Cancer Studies in Humans
The data available from epidemiological studies are inadequate to evaluate the relationship between human cancer and exposure specifically to bromodichloromethane. Several epidemiological studies indicated a possible association between ingestion of chlorinated drinking water (which typically contains bromodichloromethane) and increased risk of
cancer in humans, but these studies could not provide information on whether any observed effects were due to bromodichloromethane or to one or more of the hundreds of other disinfection by-products also present in chlorinated water (ATSDR 1989).” (1)

Normanville (South Australia) – Haloacetic Acid’s

1/5/19: Normanville (South Australia) Total Haloacetic Acid (HAA7) 151 ug/L

30/4/21: Normanville (South Australia) Total Haloacetic Acid (HAA9) 146ug/L

29/10/21: Normanville (South Australia) Total Haloacetic Acid (HAA 9) 180ug/L (max)

Australian Guidelines Trichloroacetic Acid 0.100mg/L, Dichloroacetic Acid 0.100mg/L

“Chloroacetic acids are produced in drinking water as by-products of the reaction between chlorine and naturally occurring humic and fulvic acids.
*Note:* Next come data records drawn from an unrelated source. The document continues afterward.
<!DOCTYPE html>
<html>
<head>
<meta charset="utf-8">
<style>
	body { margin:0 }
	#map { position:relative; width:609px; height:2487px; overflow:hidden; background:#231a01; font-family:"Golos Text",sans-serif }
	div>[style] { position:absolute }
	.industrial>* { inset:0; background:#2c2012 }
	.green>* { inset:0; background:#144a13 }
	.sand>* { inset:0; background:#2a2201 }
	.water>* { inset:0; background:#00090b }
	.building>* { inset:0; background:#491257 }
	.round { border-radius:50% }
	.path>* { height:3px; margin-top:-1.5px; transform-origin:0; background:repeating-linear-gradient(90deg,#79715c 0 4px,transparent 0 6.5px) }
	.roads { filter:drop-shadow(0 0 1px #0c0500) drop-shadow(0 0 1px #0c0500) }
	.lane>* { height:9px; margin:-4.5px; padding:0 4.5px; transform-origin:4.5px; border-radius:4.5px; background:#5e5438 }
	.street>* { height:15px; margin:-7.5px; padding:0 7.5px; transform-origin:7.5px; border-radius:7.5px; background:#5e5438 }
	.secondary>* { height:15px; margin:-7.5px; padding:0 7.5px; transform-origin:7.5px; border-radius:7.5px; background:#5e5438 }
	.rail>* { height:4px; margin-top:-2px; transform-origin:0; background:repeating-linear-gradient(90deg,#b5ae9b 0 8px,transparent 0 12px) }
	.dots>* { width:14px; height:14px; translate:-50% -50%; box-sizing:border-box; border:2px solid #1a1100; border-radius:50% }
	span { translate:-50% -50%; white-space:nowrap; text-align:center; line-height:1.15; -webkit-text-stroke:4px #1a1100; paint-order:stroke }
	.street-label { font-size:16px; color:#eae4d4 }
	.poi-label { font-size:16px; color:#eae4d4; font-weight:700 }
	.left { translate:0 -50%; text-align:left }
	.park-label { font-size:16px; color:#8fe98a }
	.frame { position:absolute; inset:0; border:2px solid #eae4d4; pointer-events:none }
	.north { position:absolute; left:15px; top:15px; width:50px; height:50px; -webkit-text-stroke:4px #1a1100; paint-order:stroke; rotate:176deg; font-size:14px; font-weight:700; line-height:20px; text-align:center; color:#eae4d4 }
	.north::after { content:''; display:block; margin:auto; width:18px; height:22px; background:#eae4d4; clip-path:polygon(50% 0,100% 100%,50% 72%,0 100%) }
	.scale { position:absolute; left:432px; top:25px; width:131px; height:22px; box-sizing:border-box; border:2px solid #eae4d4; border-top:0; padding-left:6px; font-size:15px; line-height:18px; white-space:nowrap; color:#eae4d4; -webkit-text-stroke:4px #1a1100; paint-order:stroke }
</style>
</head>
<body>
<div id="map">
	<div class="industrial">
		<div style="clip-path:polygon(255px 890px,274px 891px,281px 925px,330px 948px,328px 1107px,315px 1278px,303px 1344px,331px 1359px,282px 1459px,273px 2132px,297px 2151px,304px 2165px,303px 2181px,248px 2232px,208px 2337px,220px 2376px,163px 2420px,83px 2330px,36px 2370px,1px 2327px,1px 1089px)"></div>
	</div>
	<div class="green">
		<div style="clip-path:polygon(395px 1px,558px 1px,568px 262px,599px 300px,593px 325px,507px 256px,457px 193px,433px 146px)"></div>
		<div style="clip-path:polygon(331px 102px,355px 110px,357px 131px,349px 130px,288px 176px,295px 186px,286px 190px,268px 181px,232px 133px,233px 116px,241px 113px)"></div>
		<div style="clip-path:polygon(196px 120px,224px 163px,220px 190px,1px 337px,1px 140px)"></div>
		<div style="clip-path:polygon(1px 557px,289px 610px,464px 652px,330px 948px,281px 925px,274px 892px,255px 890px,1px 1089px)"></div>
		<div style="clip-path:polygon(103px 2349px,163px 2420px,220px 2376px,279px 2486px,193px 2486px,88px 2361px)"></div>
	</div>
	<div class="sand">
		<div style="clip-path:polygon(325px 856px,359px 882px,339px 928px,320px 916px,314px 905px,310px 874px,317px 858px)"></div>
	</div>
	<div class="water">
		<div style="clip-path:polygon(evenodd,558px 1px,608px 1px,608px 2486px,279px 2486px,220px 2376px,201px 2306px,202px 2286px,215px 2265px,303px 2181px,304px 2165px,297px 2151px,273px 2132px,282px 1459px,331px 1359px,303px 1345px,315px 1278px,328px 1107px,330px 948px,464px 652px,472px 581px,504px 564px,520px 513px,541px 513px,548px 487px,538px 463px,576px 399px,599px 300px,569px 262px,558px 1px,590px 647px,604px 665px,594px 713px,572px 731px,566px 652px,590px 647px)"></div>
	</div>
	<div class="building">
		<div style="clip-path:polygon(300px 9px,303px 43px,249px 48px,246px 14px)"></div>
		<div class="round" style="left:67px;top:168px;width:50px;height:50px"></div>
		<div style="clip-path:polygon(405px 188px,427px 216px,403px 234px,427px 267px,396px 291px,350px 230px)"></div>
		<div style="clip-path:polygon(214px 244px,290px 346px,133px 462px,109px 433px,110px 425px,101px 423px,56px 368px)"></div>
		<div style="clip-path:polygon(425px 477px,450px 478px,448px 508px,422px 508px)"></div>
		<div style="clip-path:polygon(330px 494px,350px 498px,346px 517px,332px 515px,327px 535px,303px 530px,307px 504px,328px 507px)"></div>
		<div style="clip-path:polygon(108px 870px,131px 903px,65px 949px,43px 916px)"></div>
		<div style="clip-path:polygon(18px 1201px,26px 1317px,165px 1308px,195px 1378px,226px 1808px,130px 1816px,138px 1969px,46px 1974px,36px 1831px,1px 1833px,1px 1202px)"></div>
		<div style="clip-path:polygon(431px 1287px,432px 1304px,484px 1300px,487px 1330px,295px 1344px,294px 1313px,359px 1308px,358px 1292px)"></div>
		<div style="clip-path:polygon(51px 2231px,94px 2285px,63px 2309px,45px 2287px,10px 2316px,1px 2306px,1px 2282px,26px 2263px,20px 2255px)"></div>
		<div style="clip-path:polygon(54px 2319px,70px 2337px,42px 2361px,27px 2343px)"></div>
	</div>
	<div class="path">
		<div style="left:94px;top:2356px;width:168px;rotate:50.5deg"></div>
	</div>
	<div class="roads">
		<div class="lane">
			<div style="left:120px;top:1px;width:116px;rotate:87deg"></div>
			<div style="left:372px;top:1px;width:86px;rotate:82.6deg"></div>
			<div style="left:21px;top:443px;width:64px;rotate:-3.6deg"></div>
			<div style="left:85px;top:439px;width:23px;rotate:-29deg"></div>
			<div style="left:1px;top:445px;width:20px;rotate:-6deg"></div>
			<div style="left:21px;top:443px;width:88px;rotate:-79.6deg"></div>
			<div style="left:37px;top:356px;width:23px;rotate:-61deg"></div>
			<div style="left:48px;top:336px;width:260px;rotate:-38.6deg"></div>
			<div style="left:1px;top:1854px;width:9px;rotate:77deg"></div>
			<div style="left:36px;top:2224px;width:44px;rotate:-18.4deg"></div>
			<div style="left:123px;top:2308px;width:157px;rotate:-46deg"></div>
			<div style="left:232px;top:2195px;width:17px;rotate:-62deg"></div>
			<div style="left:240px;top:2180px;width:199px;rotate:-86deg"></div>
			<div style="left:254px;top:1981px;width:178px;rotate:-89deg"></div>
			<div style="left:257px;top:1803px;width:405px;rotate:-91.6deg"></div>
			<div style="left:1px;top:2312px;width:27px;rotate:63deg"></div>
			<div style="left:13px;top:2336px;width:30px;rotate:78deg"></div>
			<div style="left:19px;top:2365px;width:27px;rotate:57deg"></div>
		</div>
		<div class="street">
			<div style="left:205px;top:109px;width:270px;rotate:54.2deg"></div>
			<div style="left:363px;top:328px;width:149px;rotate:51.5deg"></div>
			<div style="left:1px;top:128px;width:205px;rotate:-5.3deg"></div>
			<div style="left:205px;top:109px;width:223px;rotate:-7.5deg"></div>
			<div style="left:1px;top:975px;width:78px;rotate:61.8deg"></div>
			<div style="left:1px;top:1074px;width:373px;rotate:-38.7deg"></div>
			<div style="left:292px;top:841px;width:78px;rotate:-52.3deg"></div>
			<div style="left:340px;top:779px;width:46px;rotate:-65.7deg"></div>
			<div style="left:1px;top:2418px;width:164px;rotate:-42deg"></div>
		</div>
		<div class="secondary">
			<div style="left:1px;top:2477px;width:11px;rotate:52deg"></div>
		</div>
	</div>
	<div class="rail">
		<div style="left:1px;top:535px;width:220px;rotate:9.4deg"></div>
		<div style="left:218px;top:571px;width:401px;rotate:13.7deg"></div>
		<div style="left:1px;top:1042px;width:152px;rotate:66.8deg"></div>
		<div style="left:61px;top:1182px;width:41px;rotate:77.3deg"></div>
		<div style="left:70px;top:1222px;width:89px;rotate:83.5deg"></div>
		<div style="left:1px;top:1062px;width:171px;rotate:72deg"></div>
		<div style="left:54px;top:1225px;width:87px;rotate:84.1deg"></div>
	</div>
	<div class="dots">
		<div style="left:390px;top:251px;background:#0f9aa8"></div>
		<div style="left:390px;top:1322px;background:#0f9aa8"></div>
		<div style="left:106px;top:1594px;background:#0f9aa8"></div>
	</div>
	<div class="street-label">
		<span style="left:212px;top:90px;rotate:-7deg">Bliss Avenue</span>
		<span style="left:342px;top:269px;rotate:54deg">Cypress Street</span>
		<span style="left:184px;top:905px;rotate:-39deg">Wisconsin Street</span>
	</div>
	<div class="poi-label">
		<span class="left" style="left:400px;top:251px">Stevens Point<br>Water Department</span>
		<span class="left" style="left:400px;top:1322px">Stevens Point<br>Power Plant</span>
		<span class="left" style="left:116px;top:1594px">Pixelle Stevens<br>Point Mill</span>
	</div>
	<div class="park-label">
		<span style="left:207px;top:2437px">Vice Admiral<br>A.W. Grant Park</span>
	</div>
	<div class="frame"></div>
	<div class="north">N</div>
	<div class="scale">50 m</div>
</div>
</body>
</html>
Concentrations reported overseas range up to 0.16mg/L and are typically about half the chloroform concentration. The chloroacetic acids are used commercially as reagents or intermediates in the preparation of a wide variety of chemicals. Monochloroacetic acid can be used as a pre-emergent herbicide, dichloroacetic acid as an ingredient in some pharmaceutical products, and trichloroacetic acid as a herbicide, soil sterilant and antiseptic.” Australian Drinking Water Guidelines – National Health and Medical Research Council…

2022/23: Normanville (South Australia) – pH (alkaline)

2022/23: Normanville (South Australia) pH 8.62 (av.)

Based on the need to reduce corrosion and encrustation in pipes and fittings, the pH of
drinking water should be between 6.5 and 8.5.

New concrete tanks and cement-mortar lined pipes can significantly increase pH and
a value up to 9.2 may be tolerated, provided monitoring indicates no deterioration in
microbiological quality.

pH is a measure of the hydrogen ion concentration of water. It is measured on a logarithmic scale from 0 to 14. A pH of 7 is neutral, greater than 7 is alkaline, and less than 7 is acidic.

One of the major objectives in controlling pH is to minimise corrosion and encrustation in pipes and fittings. Corrosion can be reduced by the formation of a protective layer of calcium carbonate on the inside of the pipe or fitting, and the formation of this layer is affected by pH, temperature, the availability of calcium (hardness) and carbon dioxide. If the water is too alkaline (above pH 8.5), the rapid deposition and build-up of calcium carbonate that can result may eventually block the pipe.